Daily Check-in
Confession is good for the soul. It is confession time. I am sliding down a slippery slope again. I do not know what is wrong with me. I am feeling lazy and unmotivated. My jeans are way too tight. My butt is getting bigger by the hour. And I do not seem to care enough to make a lasting difference. The fact is that this weight would have been gone long ago if I had the desire. The 4th of July will mark the 3-year anniversary of my fitness journey, and I am basically back to where I was on New Year’s Day and only halfway to my goal. Ugh! The first 60 pounds melted away. When I got down to 200 pounds, the real struggle began. Did the bottom drop out of my metabolism on my 35th birthday, or is this a mental block? For the past year or so, I have been bouncing between 200 pounds and 180 pounds and back again from a size 18 to a size 14 and back again. What is my problem?! Yes, my weight is back up to 200 pounds again, so 6 months of hard work just went down the toilet. :-( I cannot begin to imagine how I managed to gain 15 pounds in a week.
I have been careful not to eat anything that causes an allergic reaction. It is time for my cycle, but that is only good for 5-7 pounds.
How did I respond to this? Well, I went to Cracker Barrel with a friend last night and ordered my usual fare. It did not taste good at all. It did not taste good when I ate there on another friend’s birthday. I just picked at my dinner and had a Blue Bell frozen mug sundae for desert because I was hungry. That was the last thing I needed. Weekends are tough for me, but eating out is my biggest challenge. The old Heather rises up and orders without thinking. The new Heather does not enjoy it and ends up just nibbling and grazing on food that does not satisfy.

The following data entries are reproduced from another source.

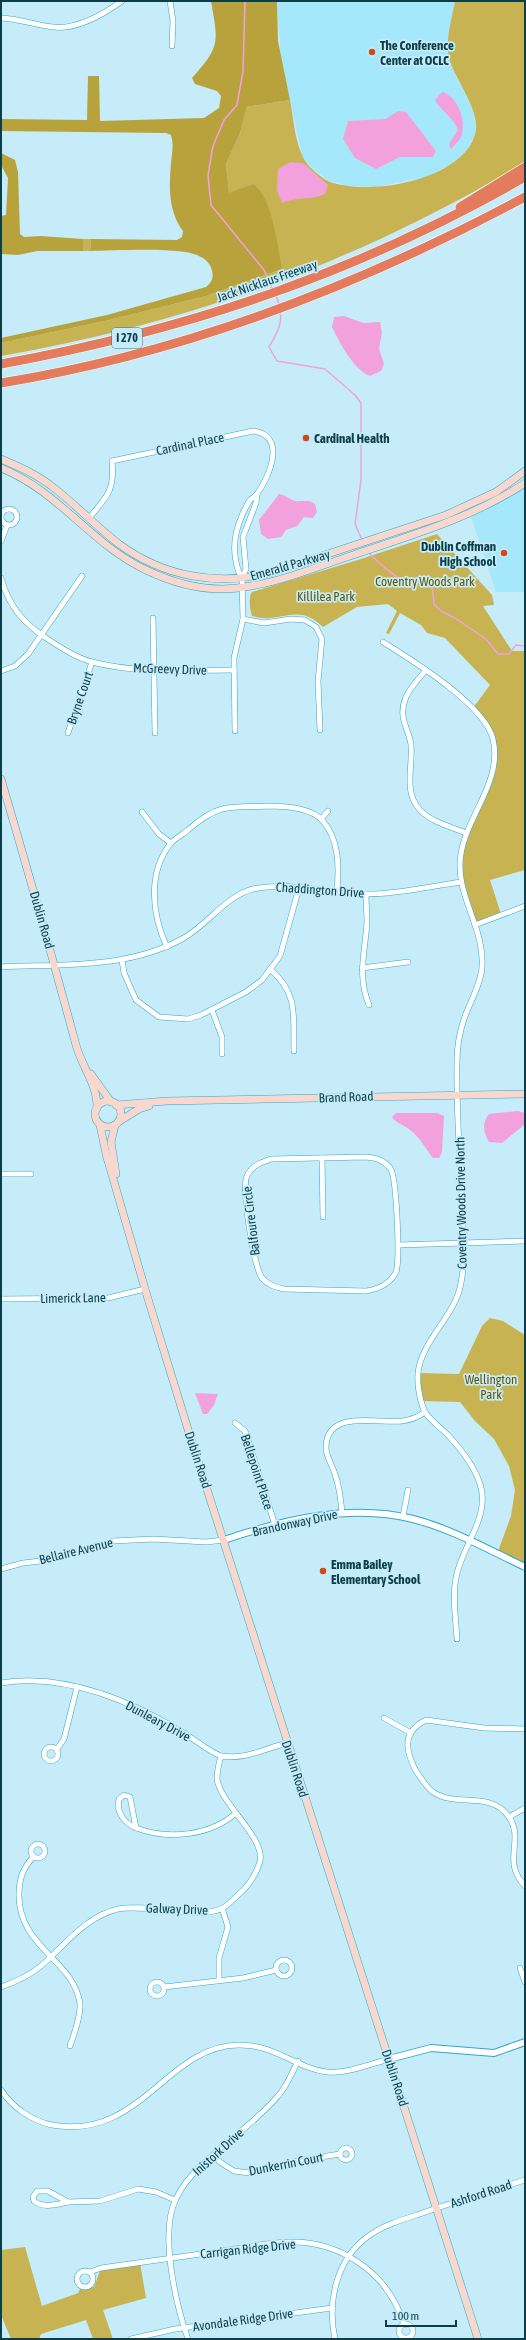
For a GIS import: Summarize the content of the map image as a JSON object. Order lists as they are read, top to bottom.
{
  "streets": {
    "highway": ["Jack Nicklaus Freeway", "I 270"],
    "main road": ["Emerald Parkway", "Dublin Road", "Brand Road"],
    "street": [
      "Cardinal Place",
      "McGreevy Drive",
      "Bryne Court",
      "Chaddington Drive",
      "Coventry Woods Drive North",
      "Balfoure Circle",
      "Limerick Lane",
      "Bellepoint Place",
      "Brandonway Drive",
      "Bellaire Avenue",
      "Dunleary Drive",
      "Galway Drive",
      "Inistork Drive",
      "Dunkerrin Court",
      "Ashford Road",
      "Carrigan Ridge Drive",
      "Avondale Ridge Drive"
    ]
  },
  "crossings": [
    ["Cardinal Place", "Emerald Parkway"],
    ["McGreevy Drive", "Bryne Court"],
    ["Chaddington Drive", "Dublin Road"],
    ["Chaddington Drive", "Coventry Woods Drive North"],
    ["Dublin Road", "Brand Road"],
    ["Dublin Road", "Limerick Lane"],
    ["Dublin Road", "Brandonway Drive"],
    ["Dublin Road", "Bellaire Avenue"],
    ["Dublin Road", "Dunleary Drive"],
    ["Dublin Road", "Ashford Road"],
    ["Brand Road", "Coventry Woods Drive North"],
    ["Coventry Woods Drive North", "Brandonway Drive"],
    ["Bellepoint Place", "Brandonway Drive"],
    ["Brandonway Drive", "Bellaire Avenue"],
    ["Dunleary Drive", "Galway Drive"],
    ["Inistork Drive", "Dunkerrin Court"],
    ["Inistork Drive", "Carrigan Ridge Drive"],
    ["Inistork Drive", "Avondale Ridge Drive"],
    ["Ashford Road", "Carrigan Ridge Drive"],
    ["Ashford Road", "Avondale Ridge Drive"]
  ],
  "parks": ["Coventry Woods Park", "Killilea Park", "Wellington Park"],
  "places": [
    "The Conference Center at OCLC",
    "Cardinal Health",
    "Dublin Coffman High School",
    "Emma Bailey Elementary School"
  ],
  "scale_bar": "100 m"
}
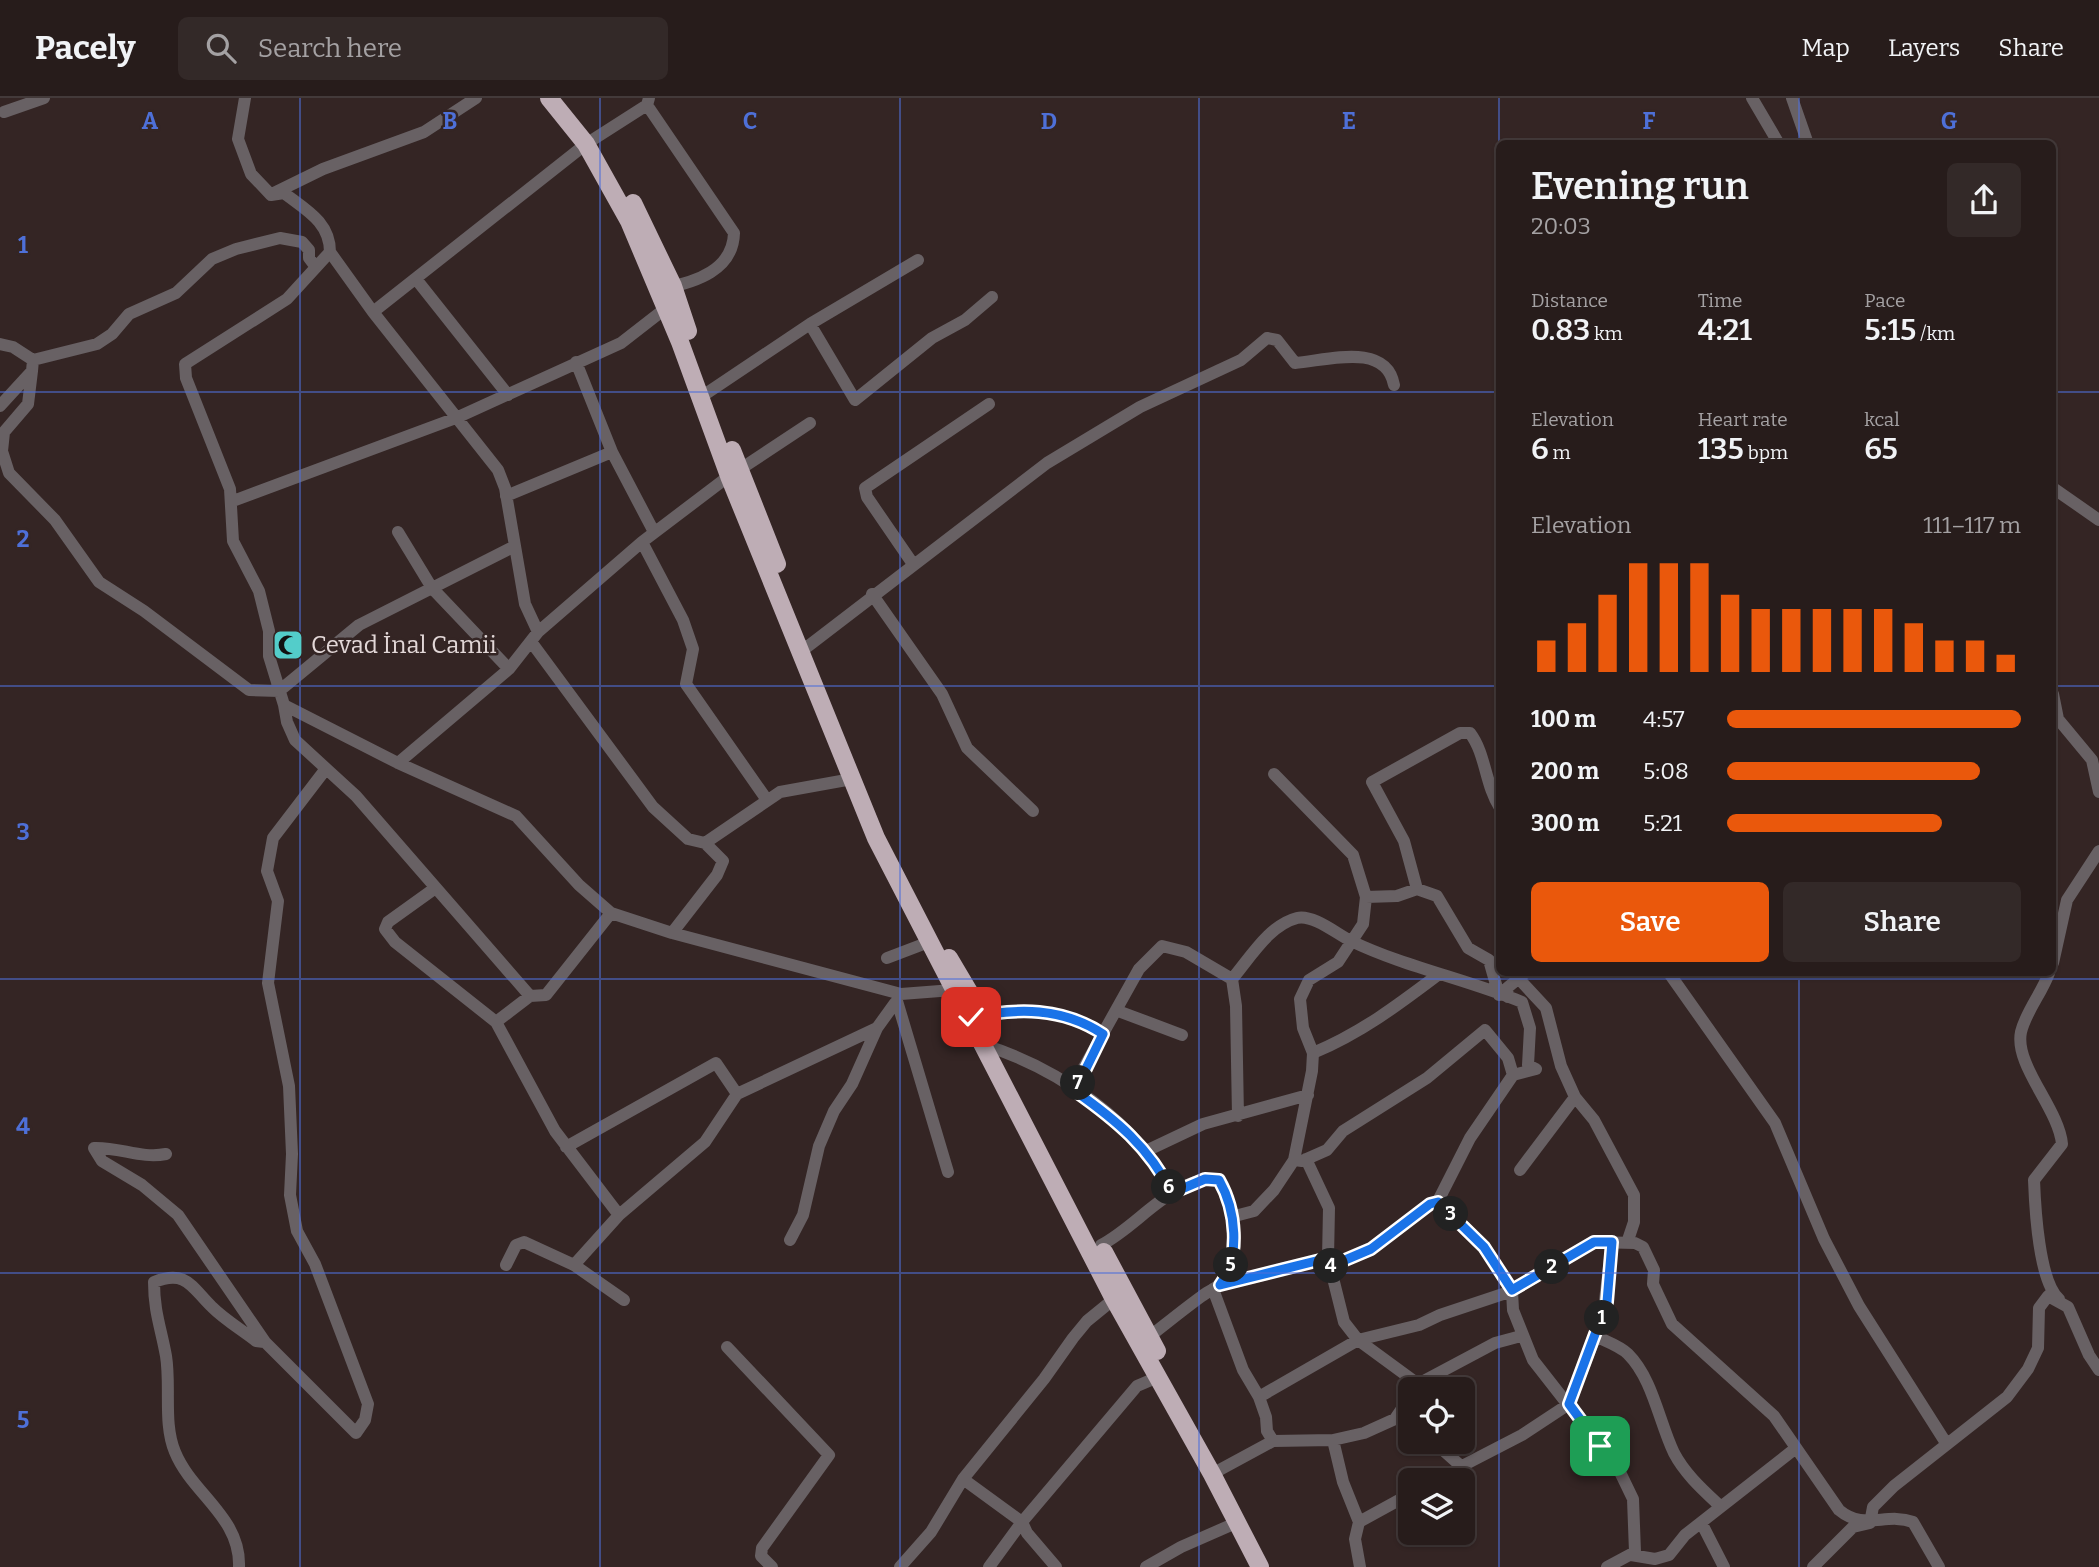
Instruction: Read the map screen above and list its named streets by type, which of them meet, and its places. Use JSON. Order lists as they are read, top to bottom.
{
  "places": {
    "mosque": ["Cevad İnal Camii"]
  },
  "page": {
    "header": "Pacely",
    "search": "Search here",
    "nav": ["Map", "Layers", "Share"],
    "heading": ["Evening run", "20:03"],
    "stats": [
      ["Distance", "0.83 km"],
      ["Time", "4:21"],
      ["Pace", "5:15 /km"],
      ["Elevation", "6 m"],
      ["Heart rate", "135 bpm"],
      ["kcal", "65"]
    ],
    "chart": ["Elevation", "111–117 m"],
    "list": [
      {
        "name": "100 m",
        "note": "4:57"
      },
      {
        "name": "200 m",
        "note": "5:08"
      },
      {
        "name": "300 m",
        "note": "5:21"
      }
    ],
    "buttons": ["Save", "Share"],
    "pins": [
      "7",
      "6",
      "3",
      "5",
      "4",
      "2",
      "1"
    ]
  },
  "grid": {
    "columns": [
      "A",
      "B",
      "C",
      "D",
      "E",
      "F",
      "G"
    ],
    "rows": [
      "1",
      "2",
      "3",
      "4",
      "5"
    ]
  }
}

When will I learn that eating out does not require me to order fattening junk?
I am planning to go out to eat with another friend tonight, so I will get a do-over. I hope I make better choices. I refuse to gain another pound. What blows me away is how easy it is to pack on the pounds now that I am older. In my 20s, I had to binge to gain 5 pounds in a week. Now I just have to relax my workouts and eat too much processed food to gain more than twice that much. My portions do not have to be huge to cause serious damage.
My friend Cynthia lost 16 pounds in one week just walking in the pool. She is in her late 40s, so I cannot use age as an excuse. I have never had impressive results like that. My weight seems to creep off slowly and pile on instantly. It is like trying to hold a beach ball under the water. I look away for a second, and it pops up again. One of the girls in my Ya Yas check-in last year wrote that her weight never truly leaves. It just hides behind the sofa and jumps back on her butt when she is not looking. I can relate. I am so disgusted with myself right now. I am tempted to throw in the towel, but that is not an option.
There was a recent thread in Open Discussion about the important of nutrition vs. exercise. Most of the posters believe that weight control is 80 percent nutrition and 20 percent exercise. Even when I eat clean, I cannot control my weight with diet alone. I guess I could if I ate 1,000 calories a day, but I like to eat around 1,800 calories a day. In fact, I like it so much that I did not adjust my calories for the less intense workouts I have been doing lately.
I need intense exercise to see results. I need to get back on track with a Cathe rotation. This other stuff is fun but does not give me the results I desire. I can still do other workouts just for fun, but I need a solid rotation. My boss will be out of town most of July, so that will be a good time for me to make a fresh start. I feel miserable right now. Forget the way I look. I hate feeling this way. And I did not sleep well again last night.
As much as my flesh wants to roll over and cry and give up, I am far too resilient for that. I will come up with a new game plan and give it another whirl. As much as I hate seeing this in writing, being transparent keeps me out of denial. I am doing so much better spiritually and emotionally, but I am backsliding with my exercise and clean eating. When I get one area of my life under control, something else goes to hell. It is so frustrating and discouraging. x(
I think I am going to win the 12-week challenge for the greatest change in the wrong direction!
Blessings,
Heather B.
“So whether you eat or drink or whatever you do, do it all for the glory of God” (1 Corinthians 10:31 NIV).